Comment sait-on qu'on aime ?
Quels critères, quels signes nous assurent que nous aimons vraiment ? Si, comme Jean Cocteau, nous pensons qu’il n’y a pas d’amour, mais seulement des "preuves d’amour", qu’est-ce qui, dès lors, fait preuve ?
La fidélité ? Non. La fidélité est affaire de tempérament, d’éthique personnelle, de rapport au corps, mais ne prouve rien quant à l’amour que l’on ressent ou non pour son conjoint. Nous savons bien que le désir sexuel pour une personne peut tomber et l’amour, rester. La mémoire des dates anniversaires ? L’offrande de cadeaux ? Le désir de passer le plus de temps possible avec l’autre ? Non plus, car, là aussi, il est plus question de caractère, de goût, d’éducation.
Le bouleversement
Alors, comment savons-nous que nous aimons ? « Tout d’abord, il ne faut
pas confondre l’état amoureux et l’amour, explique l’écrivain Michel
Cazenave (auteur d’ "Histoire de la passion amoureuse”, Lebaud, 2001).

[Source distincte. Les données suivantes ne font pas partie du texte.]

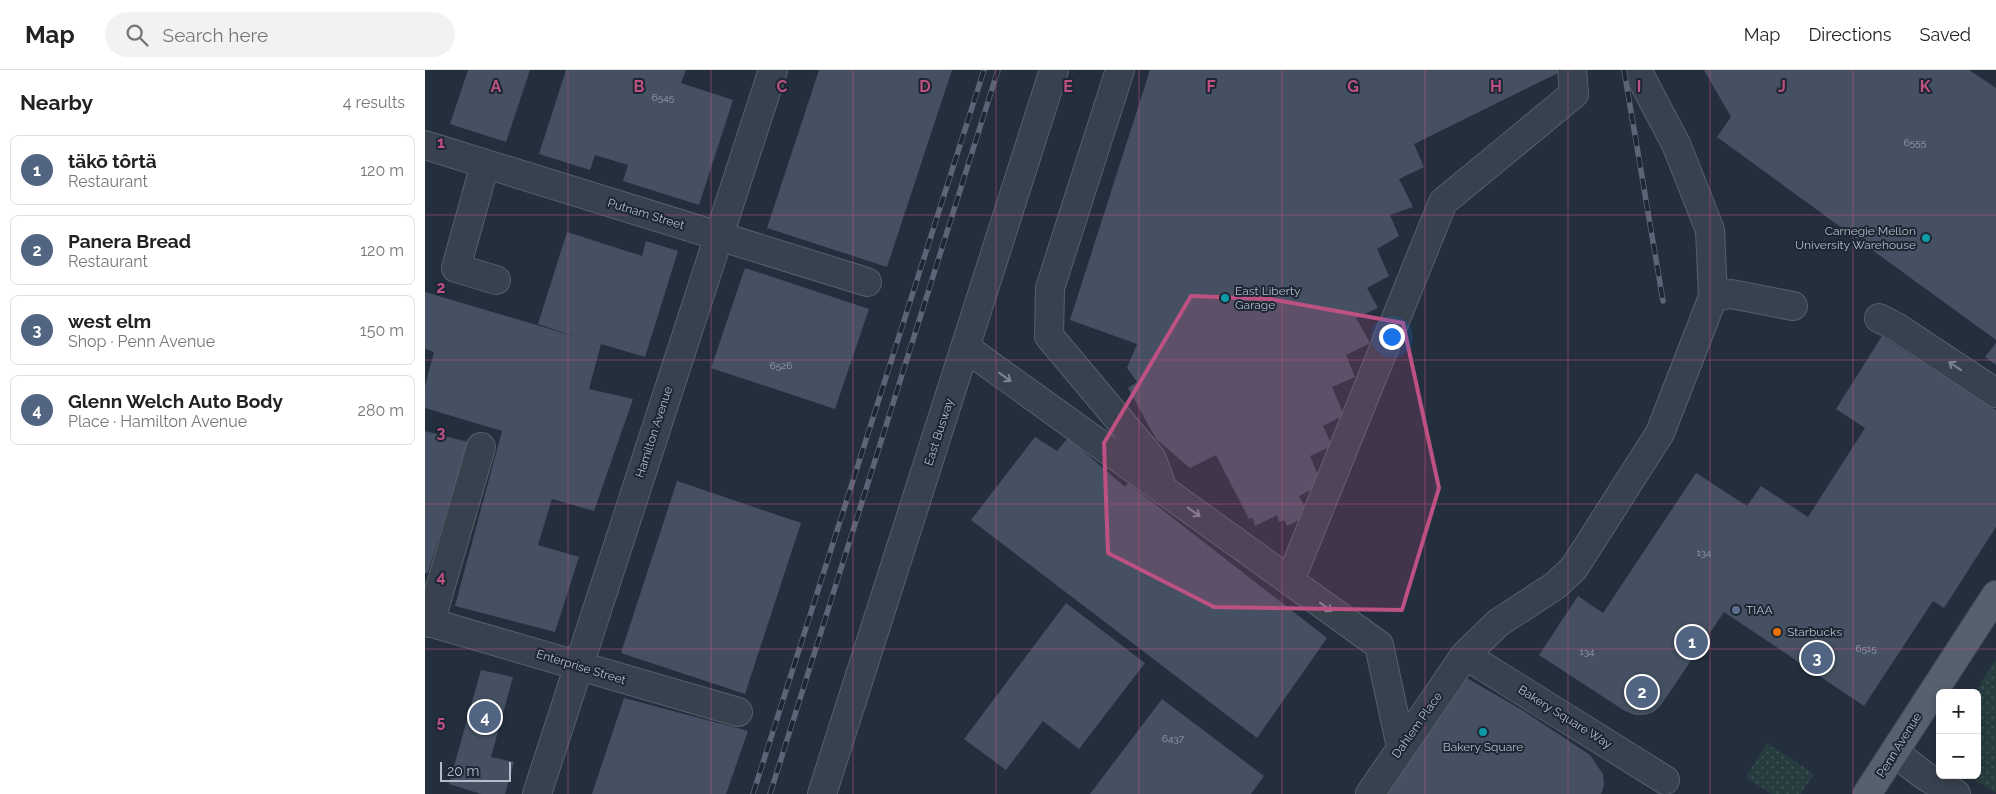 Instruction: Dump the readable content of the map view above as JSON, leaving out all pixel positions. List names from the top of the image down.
{
  "streets": {
    "main road": ["Penn Avenue"],
    "street": [
      "Putnam Street",
      "Hamilton Avenue",
      "East Busway",
      "Enterprise Street",
      "Bakery Square Way",
      "Dahlem Place"
    ]
  },
  "crossings": [
    ["Putnam Street", "Hamilton Avenue"],
    ["Hamilton Avenue", "Enterprise Street"],
    ["Bakery Square Way", "Dahlem Place"]
  ],
  "places": [
    "Carnegie Mellon University Warehouse",
    "East Liberty Garage",
    "TIAA",
    "Starbucks",
    "Bakery Square"
  ],
  "house_numbers": [
    "6545",
    "6555",
    "6526",
    "134",
    "6515",
    "134",
    "6437"
  ],
  "scale_bar": "20 m",
  "page": {
    "header": "Map",
    "search": "Search here",
    "nav": ["Map", "Directions", "Saved"],
    "heading": ["Nearby", "4 results"],
    "list": [
      {
        "mark": "1",
        "name": "täkō tôrtä",
        "note": "Restaurant",
        "value": "120 m"
      },
      {
        "mark": "2",
        "name": "Panera Bread",
        "note": "Restaurant",
        "value": "120 m"
      },
      {
        "mark": "3",
        "name": "west elm",
        "note": "Shop · Penn Avenue",
        "value": "150 m"
      },
      {
        "mark": "4",
        "name": "Glenn Welch Auto Body",
        "note": "Place · Hamilton Avenue",
        "value": "280 m"
      }
    ],
    "pins": [
      "1",
      "3",
      "2",
      "4"
    ],
    "map_buttons": ["+", "−"],
    "scale": "20 m"
  },
  "grid": {
    "columns": [
      "A",
      "B",
      "C",
      "D",
      "E",
      "F",
      "G",
      "H",
      "I",
      "J",
      "K"
    ],
    "rows": [
      "1",
      "2",
      "3",
      "4",
      "5"
    ]
  }
} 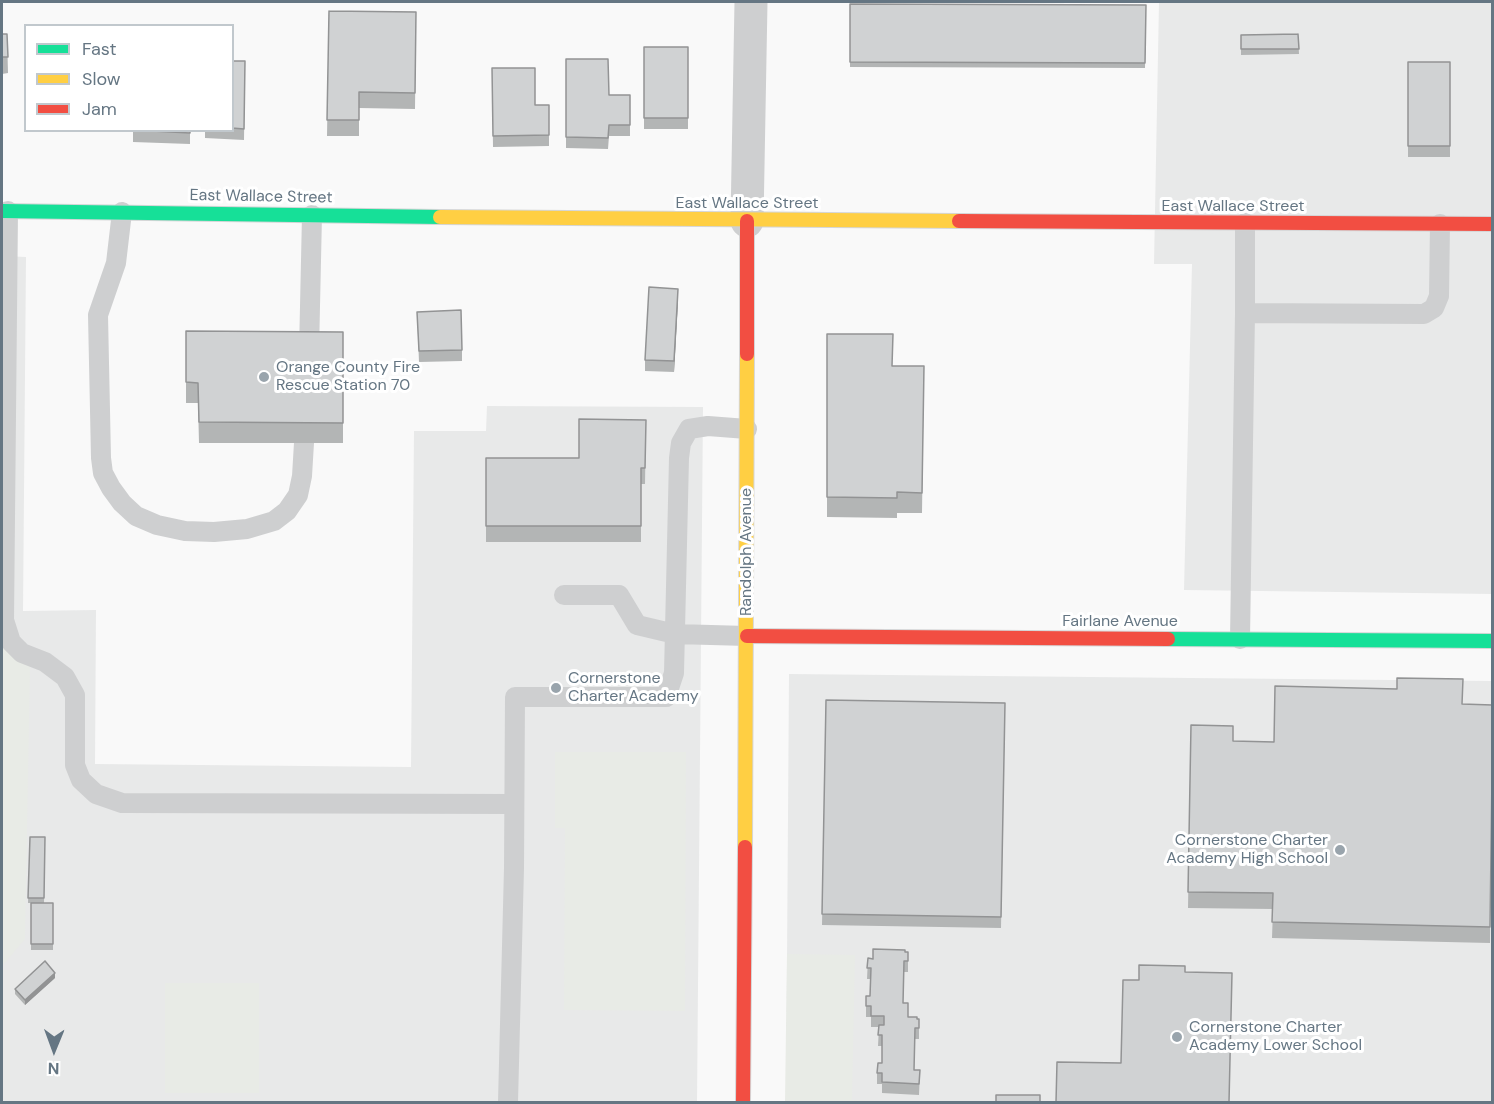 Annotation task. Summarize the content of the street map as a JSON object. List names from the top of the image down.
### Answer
{
  "streets": {
    "street": ["East Wallace Street", "Randolph Avenue", "Fairlane Avenue"]
  },
  "crossings": [
    ["East Wallace Street", "Randolph Avenue"],
    ["Randolph Avenue", "Fairlane Avenue"]
  ],
  "places": [
    "Orange County Fire Rescue Station 70",
    "Cornerstone Charter Academy",
    "Cornerstone Charter Academy High School",
    "Cornerstone Charter Academy Lower School"
  ],
  "legend": ["Fast", "Slow", "Jam"],
  "north": "bottom"
}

Au début, ils se présentent de la même façon, une sorte de
bouleversement de l’être tout entier dont la Phèdre de Racine rend
compte par ces quelques mots : “Je le vis, je rougis, je pâlis à sa
vue.” » Cet état paroxystique et un peu théâtral, les neurologues et
les psychiatres l’assimilent aux névroses obsessionnelles. Il dure six
mois, un an maximum.
« C’est ensuite qu’apparaît la vérité du sentiment, poursuit Michel Cazenave. Quand cet emballement se métamorphose, on se rend compte alors que ce qui est important pour nous n’est plus notre petite personne et le plaisir que nous tirons de notre partenaire, mais l’autre, devenu indispensable comme s’il détenait notre principe vital. »
Le temps nous révélerait donc s’il s’agit ou non d’amour. Mais quelles autres preuves encore ?
La demande
« Avec Irène, j’étais attentif à ce que je disais quand, d’ordinaire,
avec les femmes, je suis plutôt du genre insouciant et joueur, explique
Georges. Je n’avais pas envie d’étaler ma vie mais, au contraire, de
maintenir un jardin secret afin de de la protéger de ce qui aurait pu
la blesser. J’éprouve du respect pour elle, et je sais que je l’aime
parce que je fais des efforts pour la garder. » Laurence, quant à elle,
raconte que « certains jours, je ne sais plus si j’aime Hervé ; je me
sens indifférente. Puis, grâce à un geste qu’il fait, aussi banal que
de se passer la main dans les cheveux, ou à une réflexion qu’il lance,
dans ce langage que moi seule peux comprendre, je suis troublée, émue.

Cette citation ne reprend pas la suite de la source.